### Exercise aim
Read through the entries below and copy each line where "with" turns up.

:: Material provided

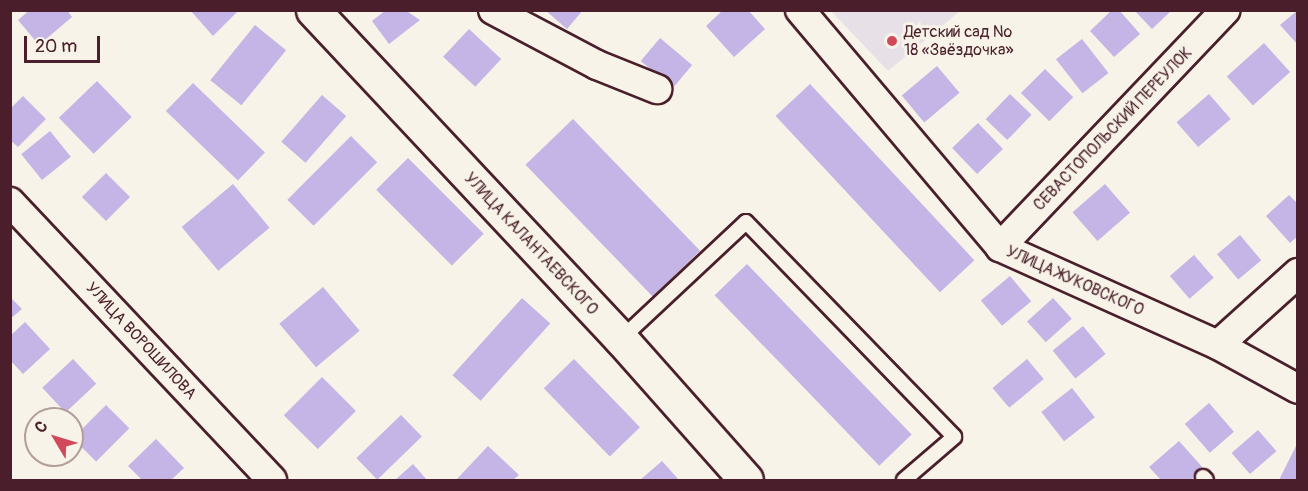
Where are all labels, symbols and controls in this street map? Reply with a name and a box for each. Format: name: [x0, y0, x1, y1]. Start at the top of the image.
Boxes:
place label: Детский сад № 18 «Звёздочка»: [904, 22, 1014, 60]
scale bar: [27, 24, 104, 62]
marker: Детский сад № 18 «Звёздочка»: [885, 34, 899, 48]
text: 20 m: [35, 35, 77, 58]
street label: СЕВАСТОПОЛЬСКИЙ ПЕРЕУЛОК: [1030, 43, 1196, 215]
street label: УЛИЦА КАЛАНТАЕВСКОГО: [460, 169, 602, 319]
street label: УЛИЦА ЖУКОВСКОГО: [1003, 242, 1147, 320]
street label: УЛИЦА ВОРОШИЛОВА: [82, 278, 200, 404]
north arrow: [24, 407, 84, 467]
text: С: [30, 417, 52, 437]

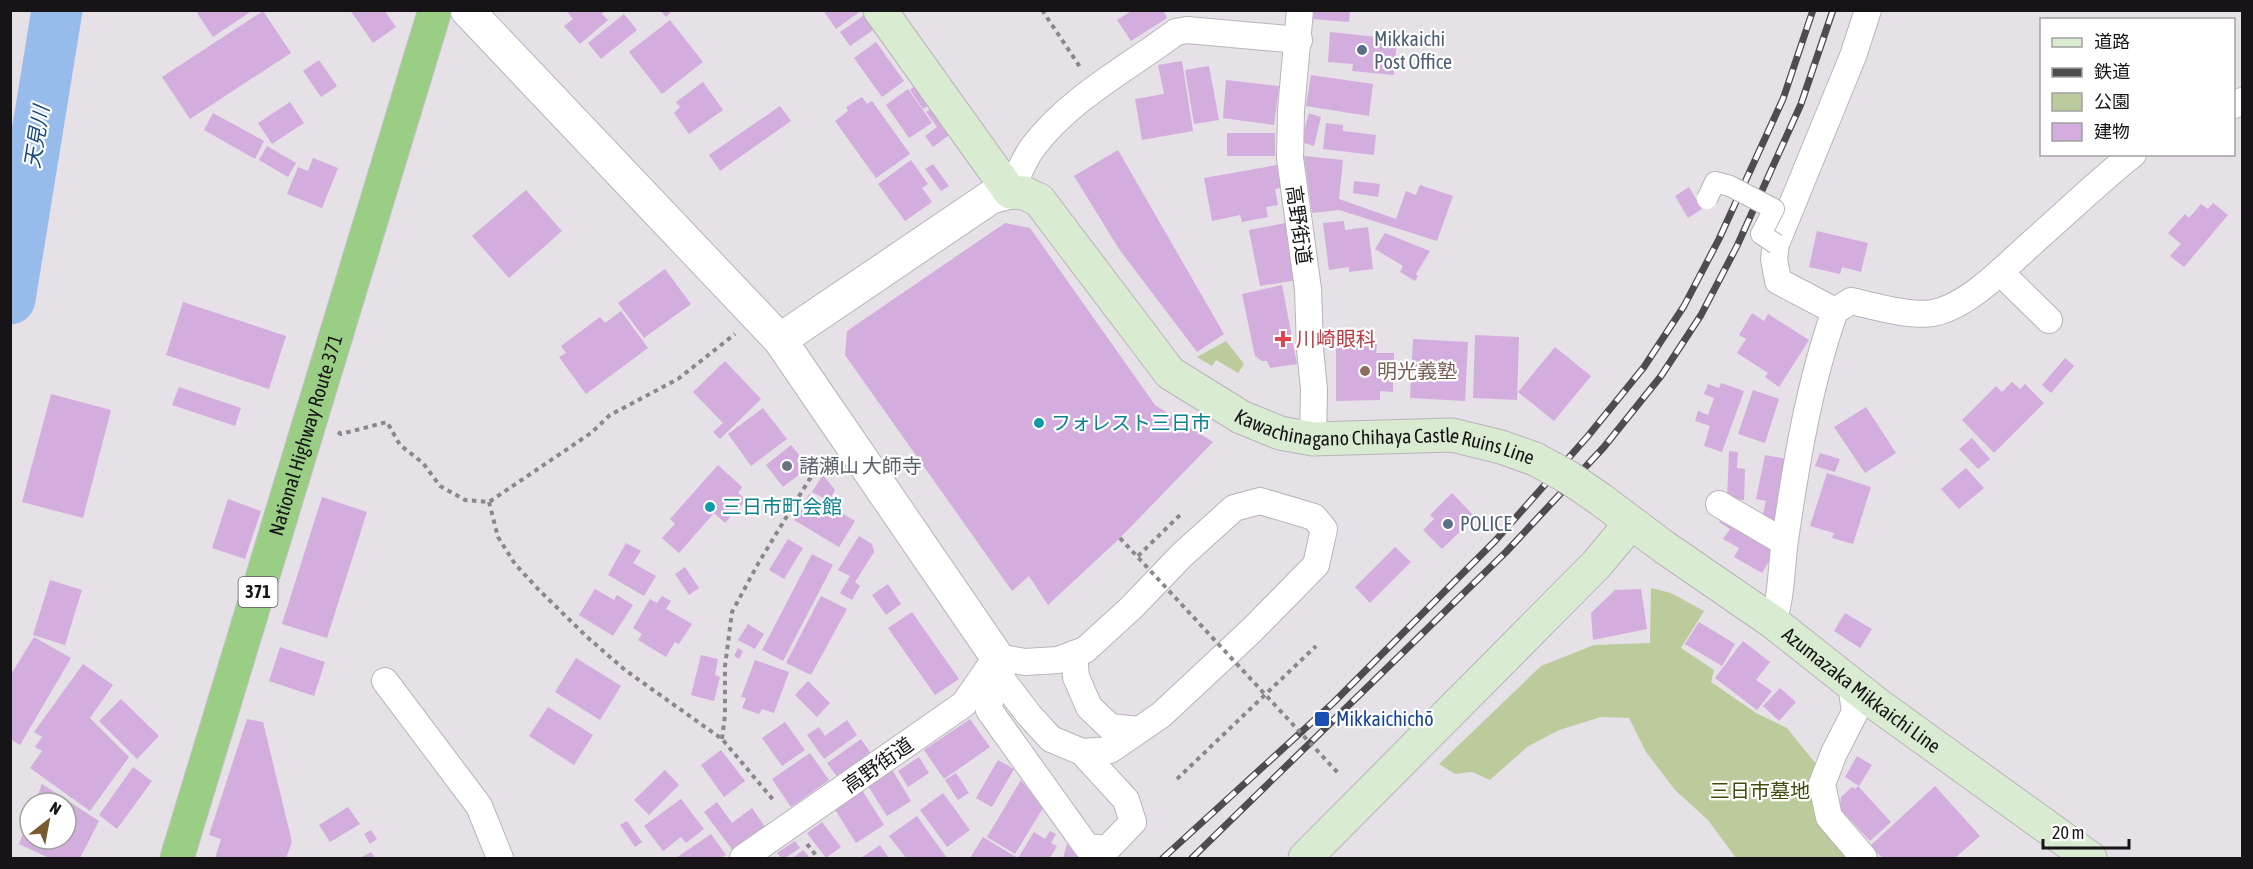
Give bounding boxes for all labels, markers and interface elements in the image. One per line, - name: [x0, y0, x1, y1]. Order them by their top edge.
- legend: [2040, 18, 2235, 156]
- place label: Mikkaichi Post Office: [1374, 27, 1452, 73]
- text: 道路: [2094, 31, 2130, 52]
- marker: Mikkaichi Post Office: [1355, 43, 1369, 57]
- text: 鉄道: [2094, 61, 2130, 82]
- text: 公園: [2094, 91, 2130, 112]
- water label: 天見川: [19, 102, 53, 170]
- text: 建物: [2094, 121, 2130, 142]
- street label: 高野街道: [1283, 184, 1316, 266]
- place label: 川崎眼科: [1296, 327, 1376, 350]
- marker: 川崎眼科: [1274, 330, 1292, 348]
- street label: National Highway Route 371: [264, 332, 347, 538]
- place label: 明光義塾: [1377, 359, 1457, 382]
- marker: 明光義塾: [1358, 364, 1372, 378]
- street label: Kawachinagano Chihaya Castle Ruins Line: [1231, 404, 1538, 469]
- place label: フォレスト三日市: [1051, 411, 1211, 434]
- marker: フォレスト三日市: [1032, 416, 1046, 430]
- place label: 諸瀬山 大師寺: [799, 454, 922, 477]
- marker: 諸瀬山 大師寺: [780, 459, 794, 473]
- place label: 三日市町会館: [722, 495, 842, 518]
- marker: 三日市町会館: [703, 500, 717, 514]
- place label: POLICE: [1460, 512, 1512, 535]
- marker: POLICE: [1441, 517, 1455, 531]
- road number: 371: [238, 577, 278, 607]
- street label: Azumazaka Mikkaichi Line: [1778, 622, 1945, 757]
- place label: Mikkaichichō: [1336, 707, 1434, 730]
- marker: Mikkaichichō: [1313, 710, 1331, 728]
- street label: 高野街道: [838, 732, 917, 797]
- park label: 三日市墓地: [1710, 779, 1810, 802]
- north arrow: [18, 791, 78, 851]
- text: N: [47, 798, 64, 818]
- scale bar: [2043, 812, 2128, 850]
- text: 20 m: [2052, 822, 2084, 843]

::::
:: Material provided

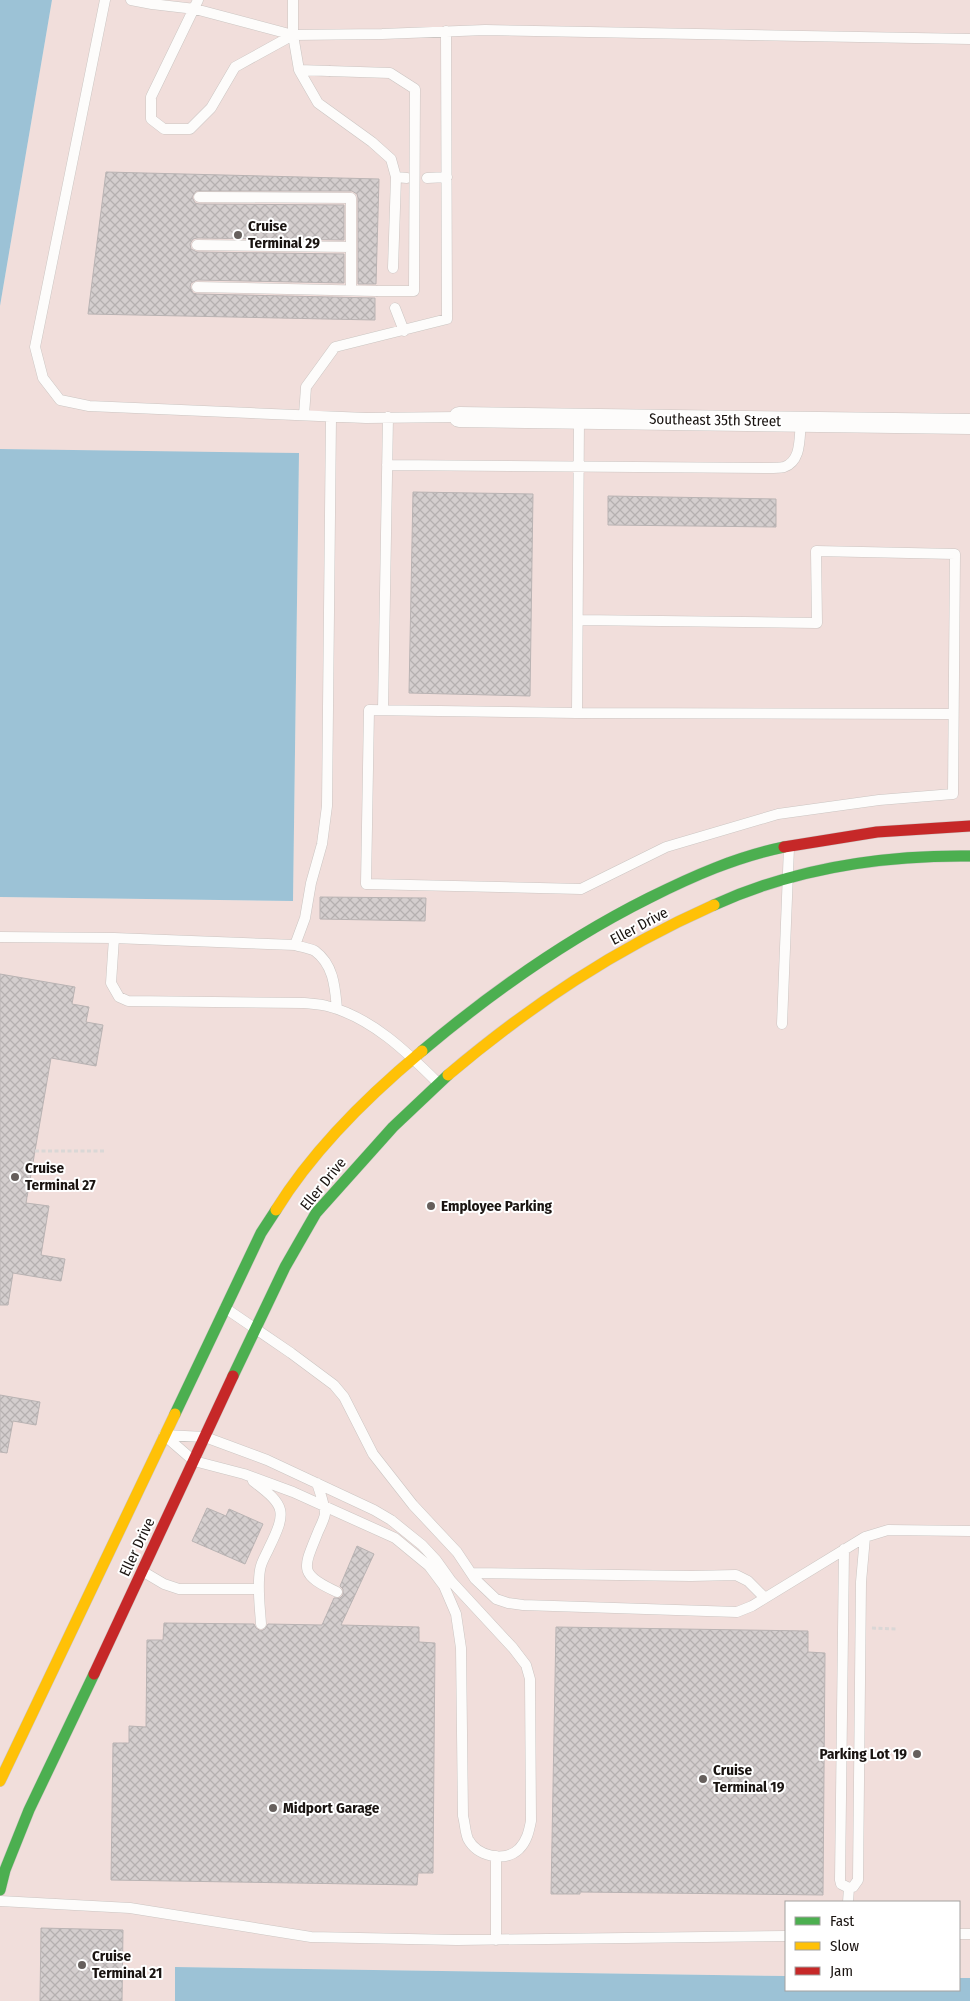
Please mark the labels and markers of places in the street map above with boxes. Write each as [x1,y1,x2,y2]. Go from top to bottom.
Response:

::::

### Response to this exercise
Where are all labels, symbols and controls in this street map? Reply with a name and a box for each. Format: name: [x0, y0, x1, y1]. Start at the top of the image.
Please mark the labels and markers of places in the street map above with boxes. Write each as [x1,y1,x2,y2]. Go from top to bottom.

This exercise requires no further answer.